Step #1 in Analyzing Literature Critically – Understanding the Structure of the Text
Though all works of narrative fiction contain an exposition, rising action, climax, falling action, and resolution per se, the ways authors reveal these elements of a story vary widely. For instance, all narrative works have a plot, but there are many kinds of plots, among which are the following examples:
- Progressive plot- a plot that presents events chronologically from exposition to resolution (think short stories…)
- Episodic plot – each chapter has it’s own mini plot, all contributing to an overall plot (think chapter books…)
- Parallel plot – there are more than just one plot lines occurring simultaneously in the story (think “A MidSummer Night’s Dream”…)
- Flashback plots – similar to a parallel plot, but each plot line is occurring in a different time period, most often the earlier plot contributes to the later plot (think HOLES…)
- Circular plot – the resolution connects back to the exposition (think THE OUTSIDERS…and “The Black Cat”)
Interpreting plot would require the student to identify the plot type; summarizing it would require the student to recount it. Analyzing plot type means that the student considers WHY the author chose they type of plot he/she chose in which to present the story…maybe even conjecturing about how the story would have been different had the author used a different type of plot structure.
Analyzing literature in terms of plot goes beyond just thinking about plot structure. It means analyzing each element of plot by considering it’s contribution to the telling of the story.

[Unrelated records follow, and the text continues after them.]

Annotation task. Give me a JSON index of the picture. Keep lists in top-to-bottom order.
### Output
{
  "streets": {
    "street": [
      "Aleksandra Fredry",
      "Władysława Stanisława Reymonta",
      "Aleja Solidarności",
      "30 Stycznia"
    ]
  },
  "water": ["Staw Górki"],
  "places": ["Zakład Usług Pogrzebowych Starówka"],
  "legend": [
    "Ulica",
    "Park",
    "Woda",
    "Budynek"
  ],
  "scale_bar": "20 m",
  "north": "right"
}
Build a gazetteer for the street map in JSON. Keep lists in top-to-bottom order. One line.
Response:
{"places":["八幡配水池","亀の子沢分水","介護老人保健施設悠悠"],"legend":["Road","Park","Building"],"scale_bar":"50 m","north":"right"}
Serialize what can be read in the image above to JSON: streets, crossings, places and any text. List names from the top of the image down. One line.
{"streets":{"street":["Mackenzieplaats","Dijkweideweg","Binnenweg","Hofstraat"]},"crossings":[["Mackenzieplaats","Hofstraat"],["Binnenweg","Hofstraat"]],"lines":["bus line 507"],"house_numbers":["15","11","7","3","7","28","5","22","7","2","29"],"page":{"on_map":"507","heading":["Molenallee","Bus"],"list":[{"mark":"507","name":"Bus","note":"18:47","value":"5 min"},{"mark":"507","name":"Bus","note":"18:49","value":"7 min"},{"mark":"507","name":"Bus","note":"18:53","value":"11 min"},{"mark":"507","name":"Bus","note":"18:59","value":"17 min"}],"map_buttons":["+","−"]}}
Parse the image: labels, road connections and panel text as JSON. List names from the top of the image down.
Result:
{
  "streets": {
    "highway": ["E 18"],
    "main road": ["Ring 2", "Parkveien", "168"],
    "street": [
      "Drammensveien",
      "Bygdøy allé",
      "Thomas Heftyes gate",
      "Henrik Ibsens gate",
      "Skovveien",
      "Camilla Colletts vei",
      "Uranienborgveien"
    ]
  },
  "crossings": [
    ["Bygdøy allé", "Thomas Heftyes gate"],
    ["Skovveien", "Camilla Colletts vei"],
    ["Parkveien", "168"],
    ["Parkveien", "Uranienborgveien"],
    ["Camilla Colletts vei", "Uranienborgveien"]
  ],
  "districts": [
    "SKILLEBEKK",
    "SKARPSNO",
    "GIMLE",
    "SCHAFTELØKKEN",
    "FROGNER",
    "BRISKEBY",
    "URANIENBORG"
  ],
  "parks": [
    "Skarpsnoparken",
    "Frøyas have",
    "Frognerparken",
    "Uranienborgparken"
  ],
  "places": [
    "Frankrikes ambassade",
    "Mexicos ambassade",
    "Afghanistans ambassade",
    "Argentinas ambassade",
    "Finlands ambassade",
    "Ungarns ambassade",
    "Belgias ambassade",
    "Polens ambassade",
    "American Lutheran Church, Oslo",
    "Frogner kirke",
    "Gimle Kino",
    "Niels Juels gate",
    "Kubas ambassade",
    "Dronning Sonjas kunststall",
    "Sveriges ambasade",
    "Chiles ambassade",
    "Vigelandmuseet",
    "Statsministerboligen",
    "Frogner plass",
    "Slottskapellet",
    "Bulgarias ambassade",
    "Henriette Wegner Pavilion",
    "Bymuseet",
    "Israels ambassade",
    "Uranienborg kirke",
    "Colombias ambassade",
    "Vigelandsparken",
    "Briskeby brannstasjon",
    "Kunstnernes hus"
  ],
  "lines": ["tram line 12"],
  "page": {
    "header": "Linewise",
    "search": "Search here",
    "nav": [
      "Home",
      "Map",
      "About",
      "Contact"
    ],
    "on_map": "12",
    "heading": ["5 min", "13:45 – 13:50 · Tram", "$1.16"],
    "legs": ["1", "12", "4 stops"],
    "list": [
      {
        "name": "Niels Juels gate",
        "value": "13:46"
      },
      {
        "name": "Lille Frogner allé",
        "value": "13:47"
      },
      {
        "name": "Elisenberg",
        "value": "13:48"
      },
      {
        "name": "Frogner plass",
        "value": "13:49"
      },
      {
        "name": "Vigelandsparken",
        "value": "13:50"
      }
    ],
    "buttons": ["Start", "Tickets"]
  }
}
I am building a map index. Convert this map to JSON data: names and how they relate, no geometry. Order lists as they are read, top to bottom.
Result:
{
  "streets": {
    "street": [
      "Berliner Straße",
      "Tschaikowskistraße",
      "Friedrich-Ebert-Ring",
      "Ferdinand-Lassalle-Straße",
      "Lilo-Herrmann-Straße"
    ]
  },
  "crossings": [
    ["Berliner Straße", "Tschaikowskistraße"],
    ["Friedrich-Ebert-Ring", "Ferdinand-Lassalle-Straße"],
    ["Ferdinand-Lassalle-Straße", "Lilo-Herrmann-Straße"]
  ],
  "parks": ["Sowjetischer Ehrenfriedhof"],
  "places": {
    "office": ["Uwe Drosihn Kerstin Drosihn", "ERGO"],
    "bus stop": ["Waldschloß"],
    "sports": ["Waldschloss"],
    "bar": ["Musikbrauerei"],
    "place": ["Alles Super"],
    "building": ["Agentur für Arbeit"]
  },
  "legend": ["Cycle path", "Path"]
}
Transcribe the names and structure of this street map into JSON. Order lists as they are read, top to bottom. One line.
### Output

Here are a few examples of questions to lead students to close analysis of “The Black Cat.”
- This tale is told in retrospect on the day the narrator is to be executed for the murder of his wife and the subsequent cover-up–Why did the author choose to unfold the story in this way rather than simply writing the events in chronological order? How would the overall effect of the story have been different had the story been told in a progressive plot format?
- Why did Poe choose to present this story through a first person narrator? How might it have been different had it been told in third person?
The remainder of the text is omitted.